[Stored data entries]
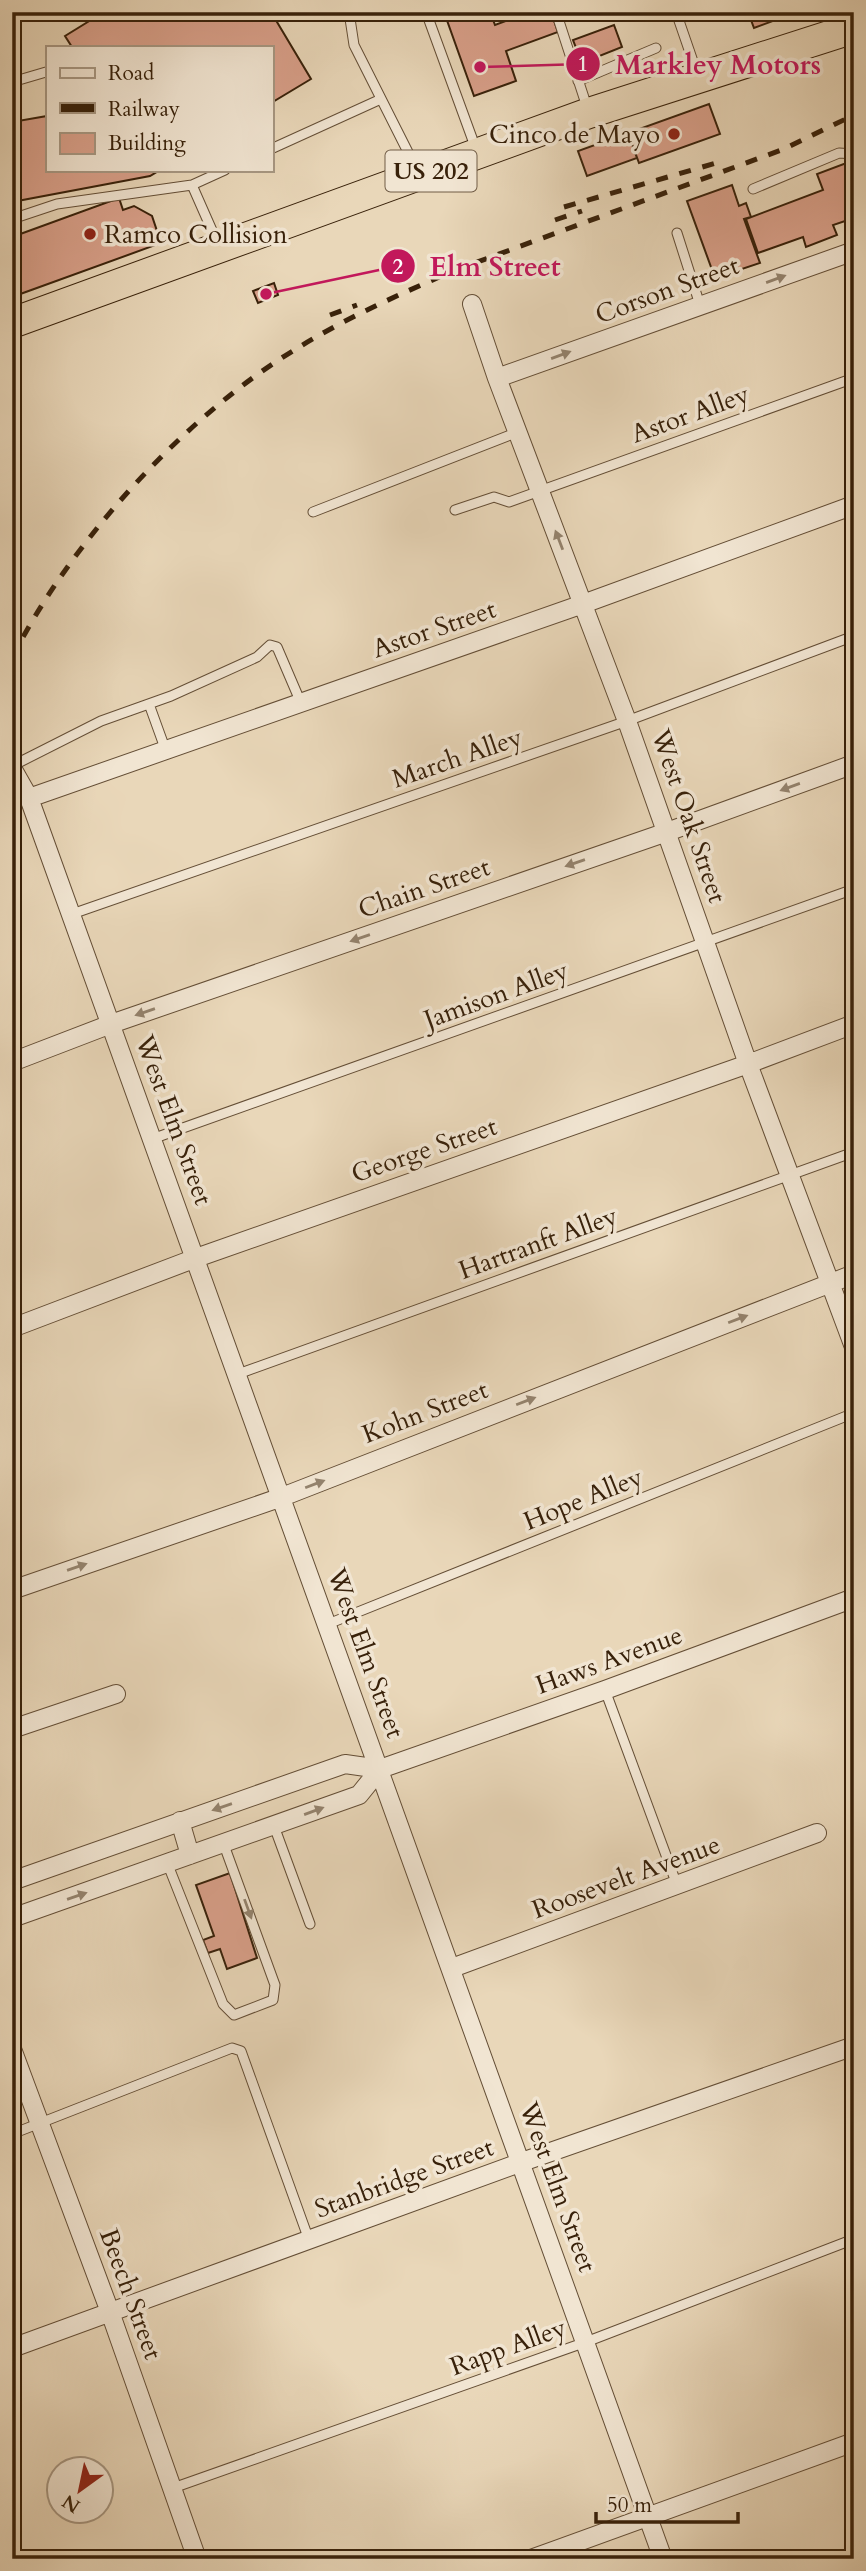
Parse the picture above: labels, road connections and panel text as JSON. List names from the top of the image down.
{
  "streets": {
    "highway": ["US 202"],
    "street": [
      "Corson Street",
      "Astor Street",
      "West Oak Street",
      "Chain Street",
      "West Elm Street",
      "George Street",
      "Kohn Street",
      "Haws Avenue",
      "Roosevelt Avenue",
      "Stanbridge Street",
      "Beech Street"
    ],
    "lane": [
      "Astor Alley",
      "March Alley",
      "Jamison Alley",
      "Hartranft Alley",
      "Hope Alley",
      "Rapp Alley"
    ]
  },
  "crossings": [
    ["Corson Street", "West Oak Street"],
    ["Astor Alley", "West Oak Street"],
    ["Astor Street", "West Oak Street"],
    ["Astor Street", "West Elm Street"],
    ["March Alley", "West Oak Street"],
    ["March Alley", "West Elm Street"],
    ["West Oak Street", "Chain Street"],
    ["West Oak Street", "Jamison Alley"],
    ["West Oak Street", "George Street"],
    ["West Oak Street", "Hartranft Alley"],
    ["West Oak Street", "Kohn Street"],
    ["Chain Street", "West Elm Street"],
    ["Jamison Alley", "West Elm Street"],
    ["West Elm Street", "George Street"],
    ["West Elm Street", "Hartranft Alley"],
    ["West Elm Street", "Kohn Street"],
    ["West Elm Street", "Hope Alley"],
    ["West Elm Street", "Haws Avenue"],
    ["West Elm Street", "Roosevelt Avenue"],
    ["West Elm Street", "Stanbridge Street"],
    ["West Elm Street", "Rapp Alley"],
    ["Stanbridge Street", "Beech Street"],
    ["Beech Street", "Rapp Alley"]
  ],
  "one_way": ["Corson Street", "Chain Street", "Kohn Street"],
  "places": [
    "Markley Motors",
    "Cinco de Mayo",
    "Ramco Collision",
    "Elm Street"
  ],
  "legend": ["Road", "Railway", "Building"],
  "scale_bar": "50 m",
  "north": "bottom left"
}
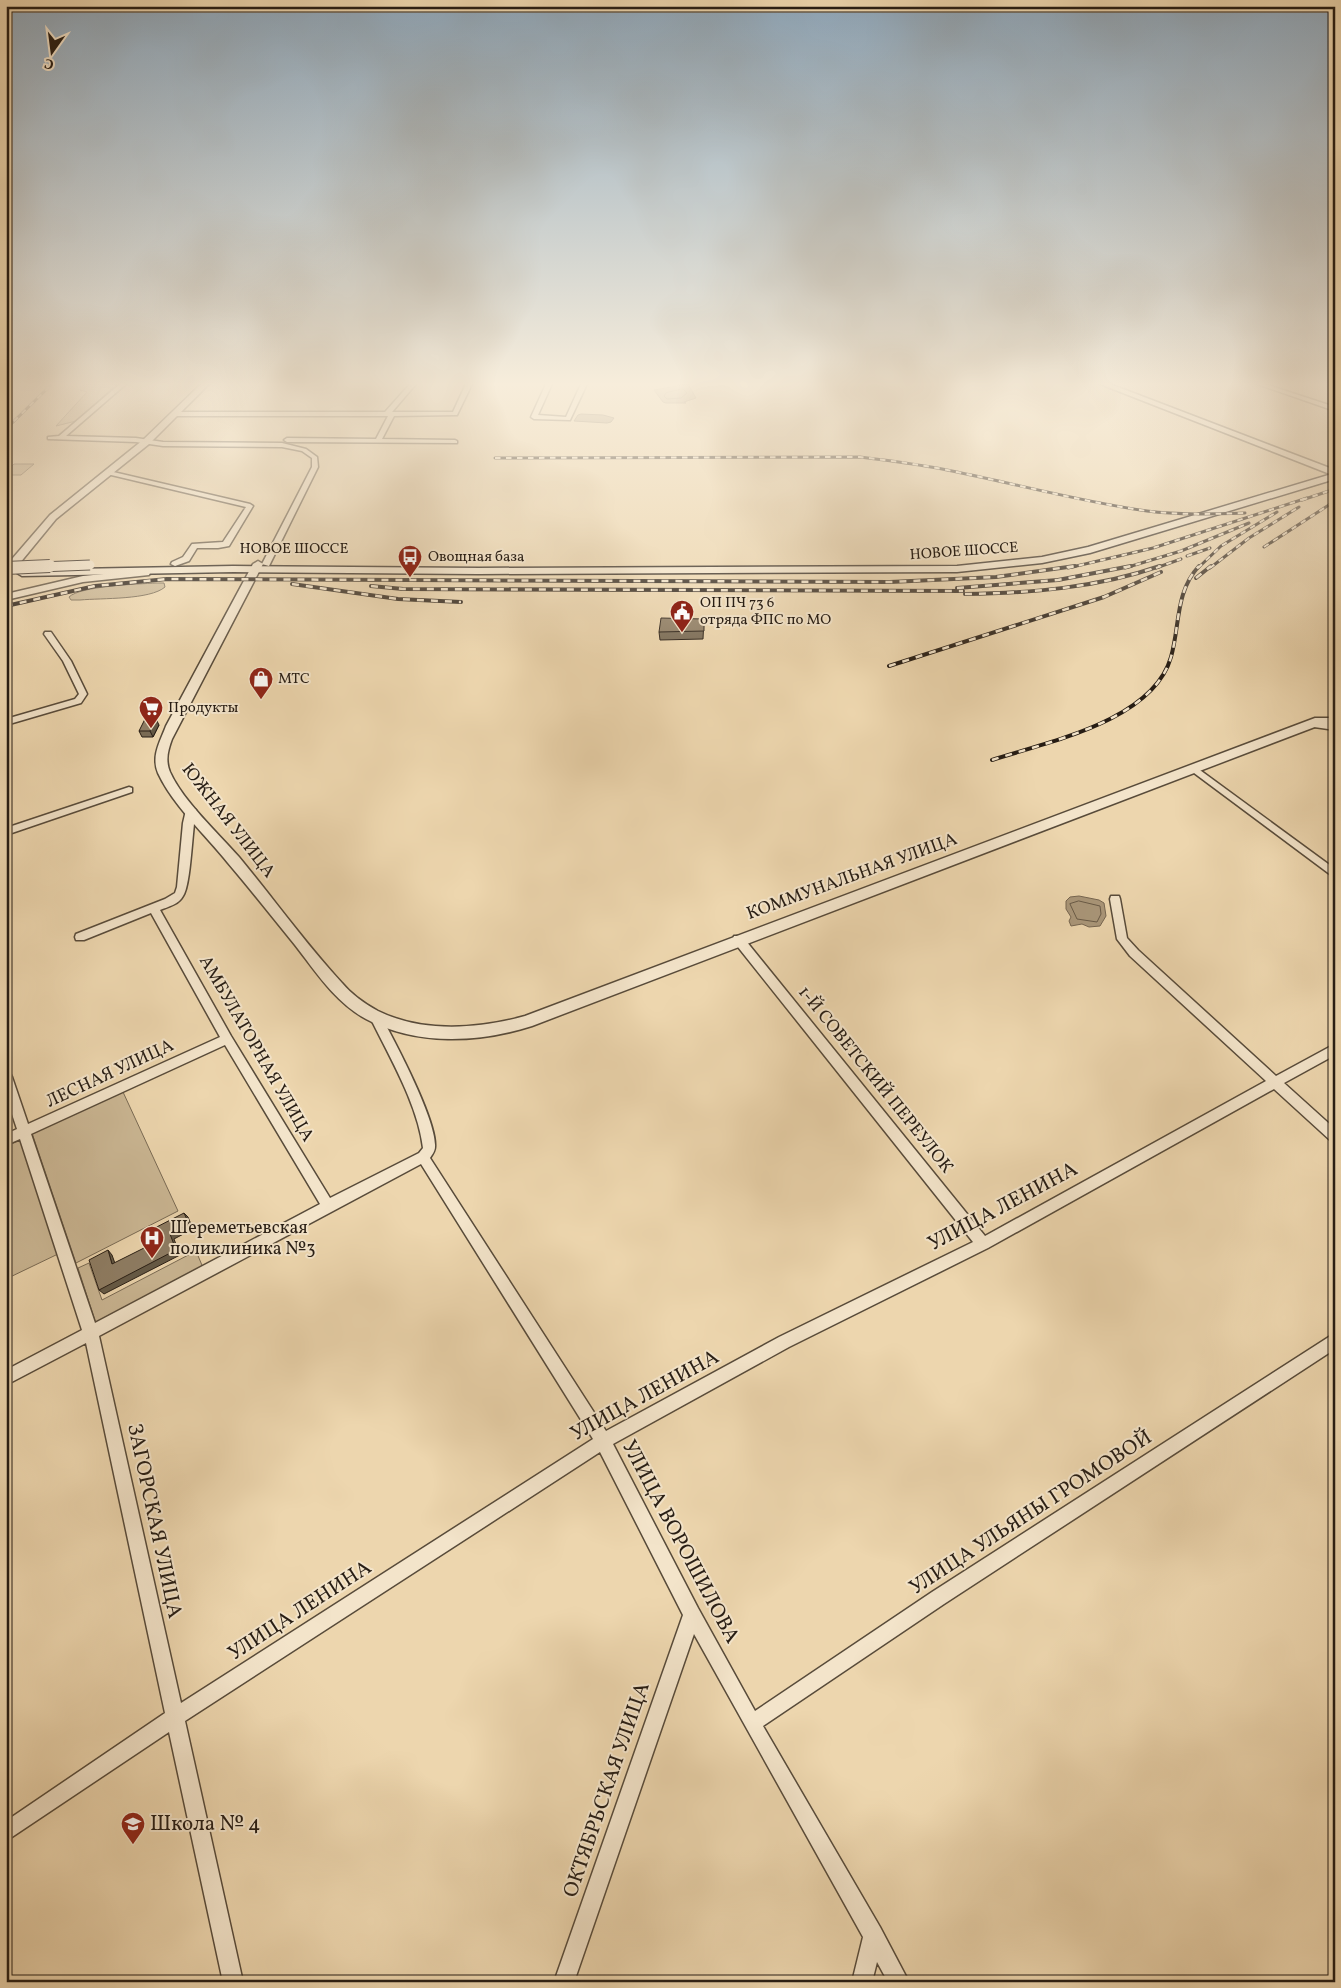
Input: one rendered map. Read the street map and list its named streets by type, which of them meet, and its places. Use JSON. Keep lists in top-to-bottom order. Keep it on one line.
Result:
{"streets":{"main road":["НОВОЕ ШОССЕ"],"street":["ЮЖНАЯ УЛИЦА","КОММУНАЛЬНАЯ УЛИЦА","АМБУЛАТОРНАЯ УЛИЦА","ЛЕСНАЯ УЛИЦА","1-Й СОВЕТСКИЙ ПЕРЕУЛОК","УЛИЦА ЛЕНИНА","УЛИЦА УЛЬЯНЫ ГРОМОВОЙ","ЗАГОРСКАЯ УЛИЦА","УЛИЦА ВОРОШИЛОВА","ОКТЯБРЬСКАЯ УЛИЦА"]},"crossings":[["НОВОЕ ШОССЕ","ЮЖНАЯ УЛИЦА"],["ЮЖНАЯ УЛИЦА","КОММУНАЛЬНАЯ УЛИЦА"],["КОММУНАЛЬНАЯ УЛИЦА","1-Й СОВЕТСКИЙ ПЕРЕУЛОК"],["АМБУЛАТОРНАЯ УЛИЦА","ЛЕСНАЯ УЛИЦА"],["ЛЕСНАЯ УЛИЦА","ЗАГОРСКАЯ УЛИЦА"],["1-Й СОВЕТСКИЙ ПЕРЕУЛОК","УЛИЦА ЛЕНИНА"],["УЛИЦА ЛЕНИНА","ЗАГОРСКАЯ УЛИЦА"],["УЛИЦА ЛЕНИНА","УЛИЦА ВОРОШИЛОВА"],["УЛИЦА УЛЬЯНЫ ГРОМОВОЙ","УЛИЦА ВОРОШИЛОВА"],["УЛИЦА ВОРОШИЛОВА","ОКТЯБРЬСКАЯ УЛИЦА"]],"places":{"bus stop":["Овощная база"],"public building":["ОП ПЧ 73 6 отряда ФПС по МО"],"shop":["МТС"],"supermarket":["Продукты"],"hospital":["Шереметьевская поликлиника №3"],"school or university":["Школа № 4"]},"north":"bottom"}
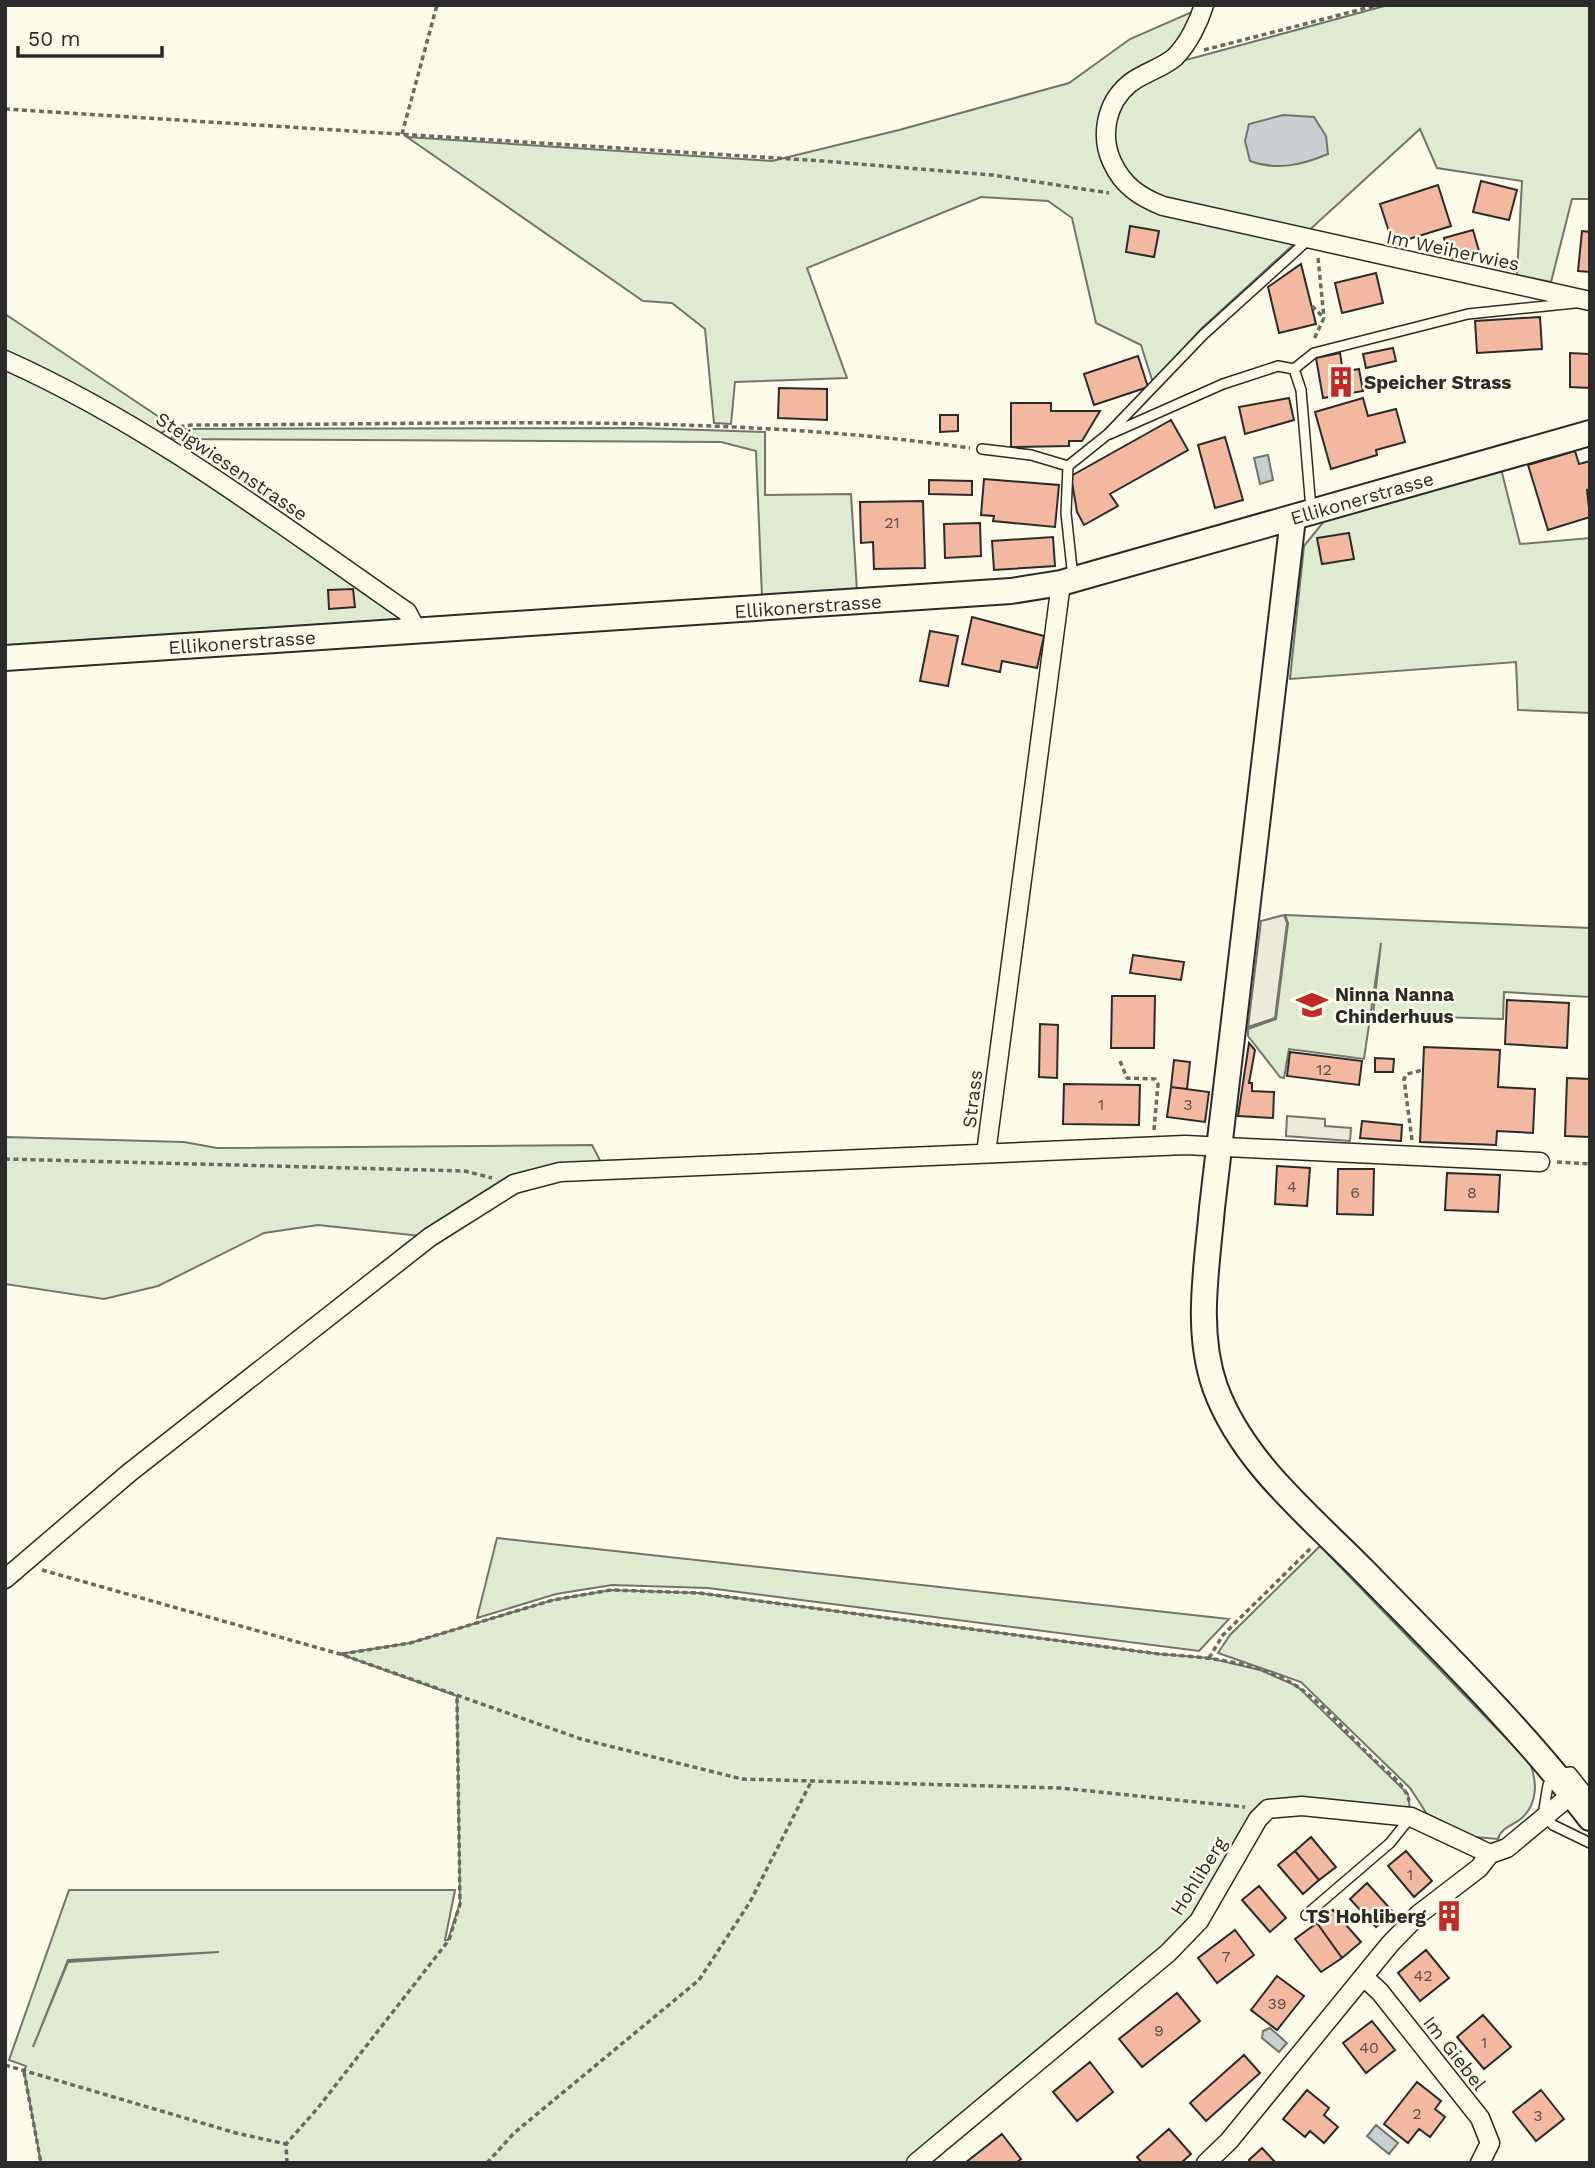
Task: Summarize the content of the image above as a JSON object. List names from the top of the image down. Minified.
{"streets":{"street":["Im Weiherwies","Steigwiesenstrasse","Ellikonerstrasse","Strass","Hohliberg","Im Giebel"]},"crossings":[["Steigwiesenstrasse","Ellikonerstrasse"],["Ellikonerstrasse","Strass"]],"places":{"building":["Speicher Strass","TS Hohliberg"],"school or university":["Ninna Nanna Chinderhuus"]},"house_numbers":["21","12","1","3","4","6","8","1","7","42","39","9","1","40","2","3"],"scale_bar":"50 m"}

[WHAT TO WORK ON]: Scan the data above for the word "Beech". Copy every line in which it is found.

[TASK OUTPUT]:
      "Beech Street"
    ["Stanbridge Street", "Beech Street"],
    ["Beech Street", "Rapp Alley"]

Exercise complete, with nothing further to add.